At every service we ask for “an angel of peace, a faithful guide, a guardian of our souls and bodies.” And in the Orthodox prayer books, there are prayers to the guardian angel, where we ask for his intercessions and ask forgiveness before him for our sins, sins that humiliate not only us, but him also.
In the Book of Isaiah, the prophet Isaiah says that he had a vision of the Lord (Isaiah 6), where he saw the divine council. He saw God sitting on the throne, and God was surrounded by the Seraphim, whose sole focus was on the constant giving glory, honor, and worship to the One sitting on the throne. This throne, however, is not like any other throne we may know. It is not fixed to one geographical location. Wherever the Lord is, there is His throne and the angelic hosts surrounding it, serving Him.
The angelic beings actively participate in our life, but we also get a chance to participate in the eternal worship enacted by the divine council. At the divine services, more specifically at the Liturgy, God is fully present, and where God is there are the angels serving Him. And at the Liturgy, we serve with them. The primary place where the heavenly realm intersects with the earthly realm is in the worship.
Let’s look at some of the iconography that adorns our church and see how it is the reflection of the divine council and how we fit into it.
In Isaiah’s vision, the Lord is “sitting on the throne, high and lifted up” (Isaiah 6:1). Look above the altar, what do we see? We see the Mother of God holding the infant Jesus. One of the symbols that we use in the Church for the Theotokos is the throne of God.
God not only chose to dwell in her womb and be born from her, but when she holds Him on her lap, she becomes the throne of God. She is the one who holds God. And who surrounds them? The angels. Some of them are actually depicted with six wings (even though it looks like the iconographers were not brave enough to depict the many-eyed Cherubim).

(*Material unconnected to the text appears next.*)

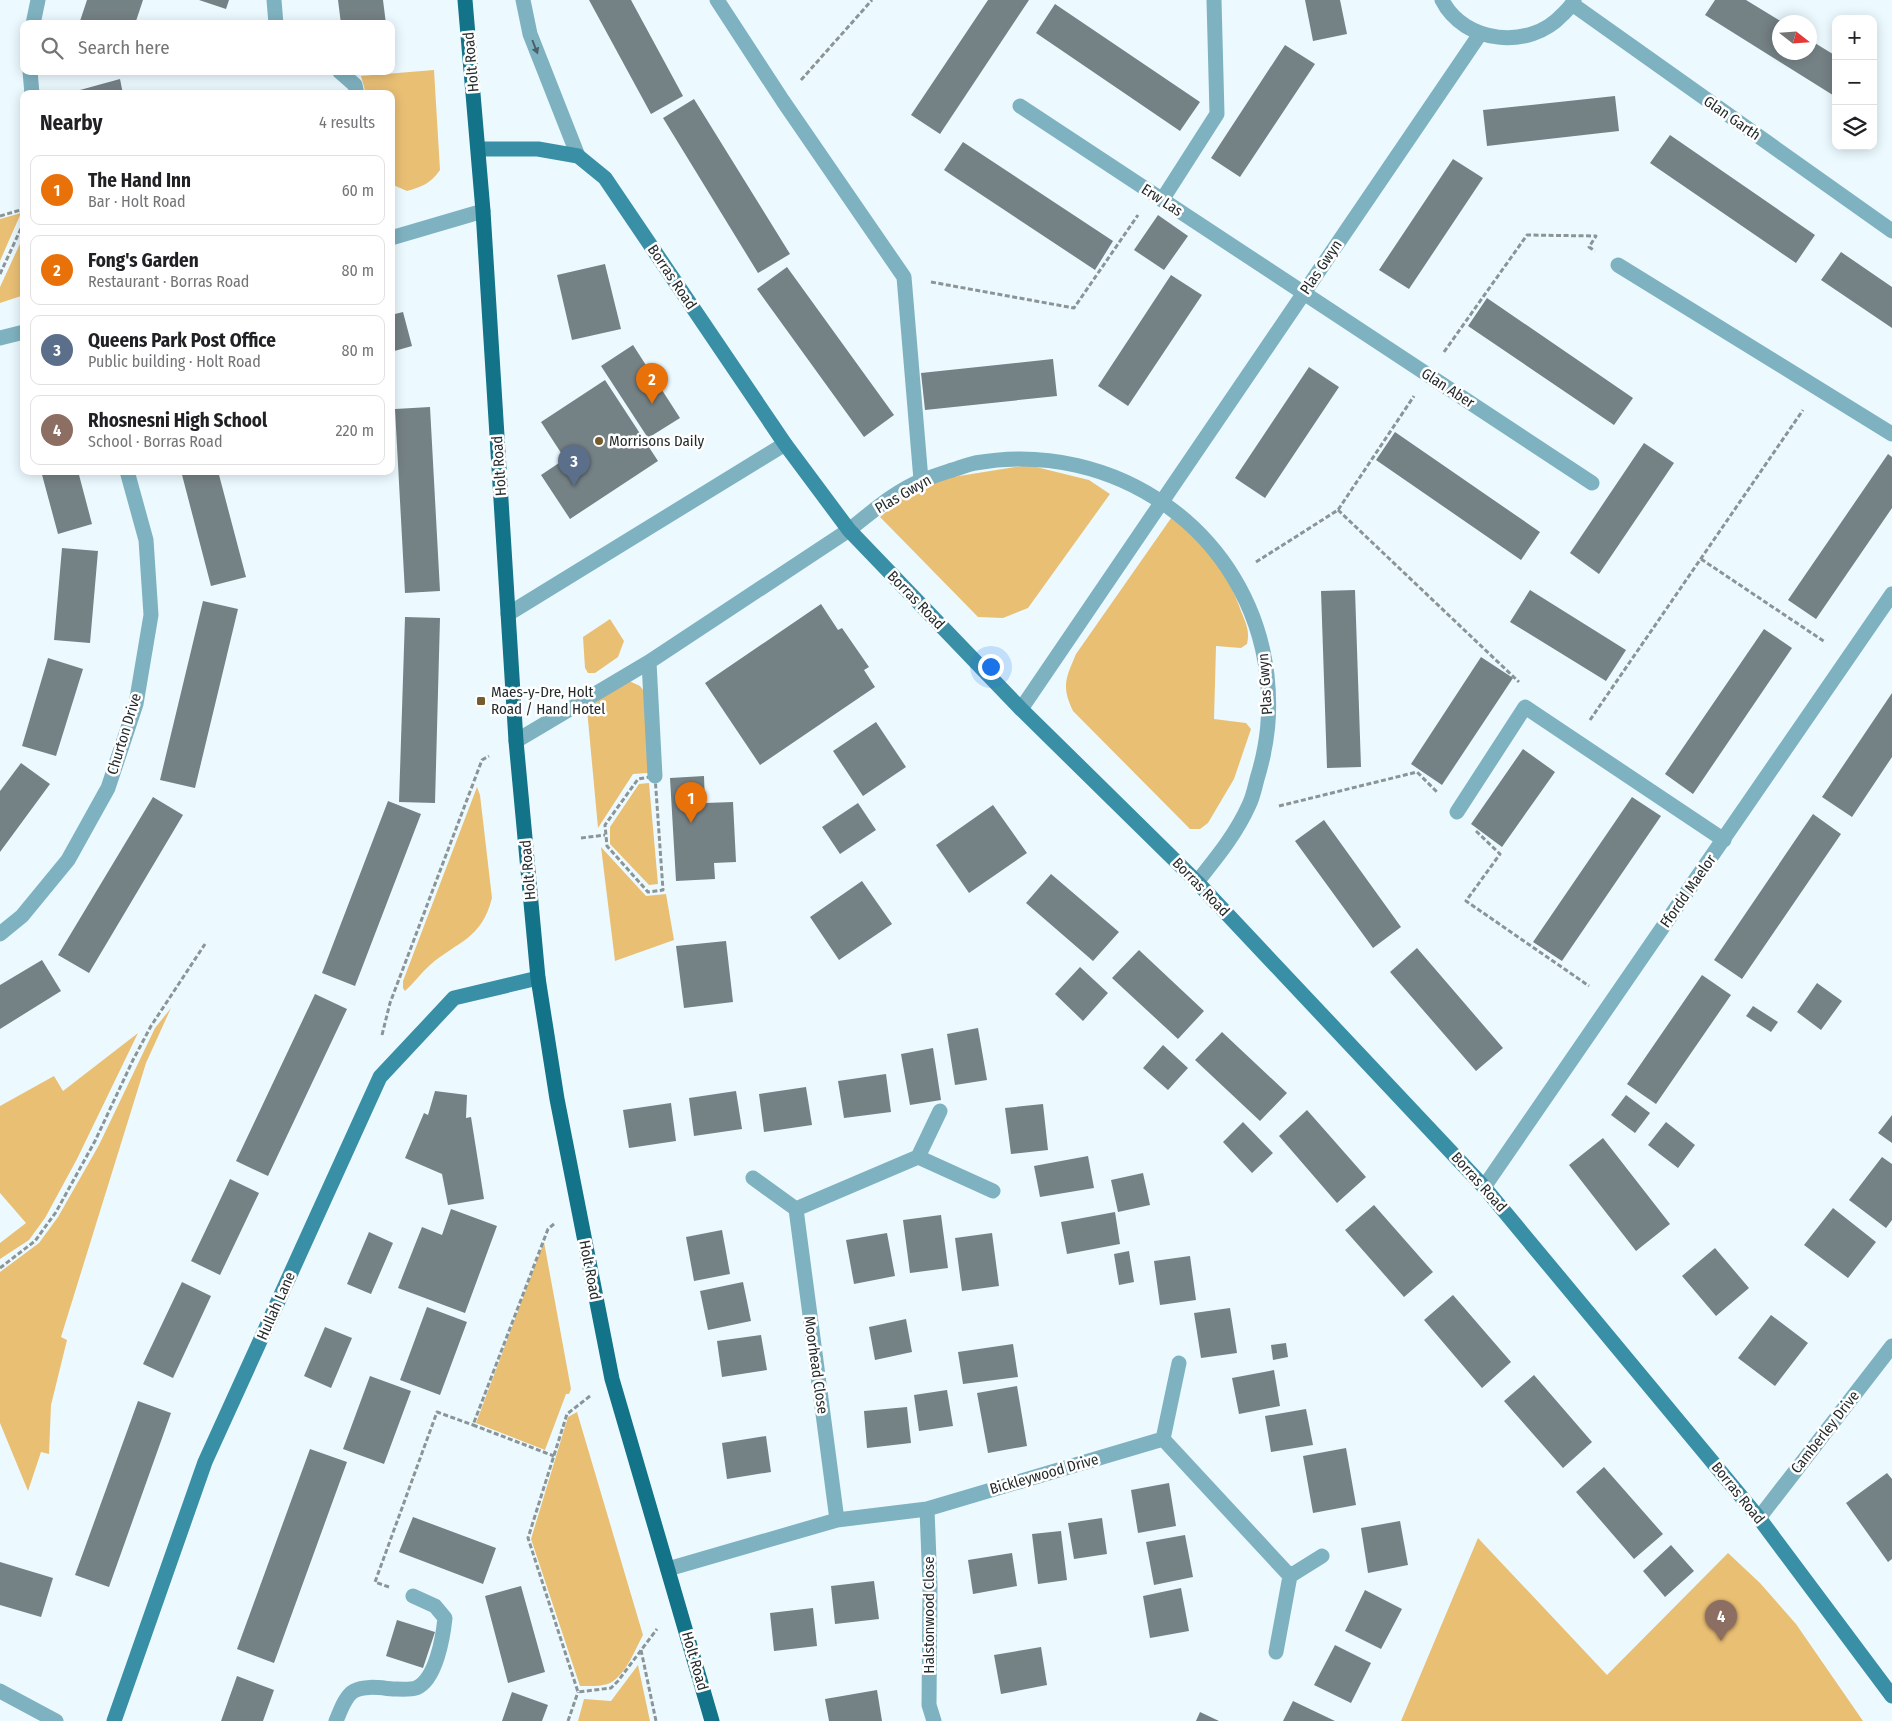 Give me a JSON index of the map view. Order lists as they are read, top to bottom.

And then a little bit lower on the walls in the altar, we have Jesus holding the Cup and the Bread; and He is flanked by two angels. Recall the hymn we sing right before the Great Entrance, when the Holy Gifts are placed on the altar table – “Let us, who mystically represent the Cherubim…” – participating in the Divine Liturgy makes us similar to the Cherubim, one of the closest ranks of angels to the throne of God.
And how does this hymn end? “…That we may receive the King of all, Who comes invisibly upborne (escorted, accompanied) by the angelic hosts.” The King of all enters in order for us to receive Him, by partaking of His Body and Blood, becoming part of Him and Him becoming part of us.
In all of this, the angels in the spiritual realm and we in the earthly one participate together. That’s why we have the apostles on either side of Christ, Who is holding the Cup and the Bread. The apostles don’t just wait to receive Communion, they (and we) participate in the divine worship with the angels, giving glory and honor to the One sitting on the throne. Worship is an unending part of the divine council, and we enter into it every time we celebrate the divine services.
While God reigns from His throne and shows mercy and kindness, He involves the angelic beings in His governance of His creation. So, angels are not just some cute little things with wings, part of the decoration of postcards or churches. They are present before God, they are His messengers and participants in the life of the Church. And they are always present where God is present. And that means, first and foremost, in the divine worship with us. Or rather, we get a chance to join them in glorifying the Lord.
Therefore, to God, Who is enthroned high and lifted up, we give all glory, honor, and worship, always, now and ever and unto ages of ages.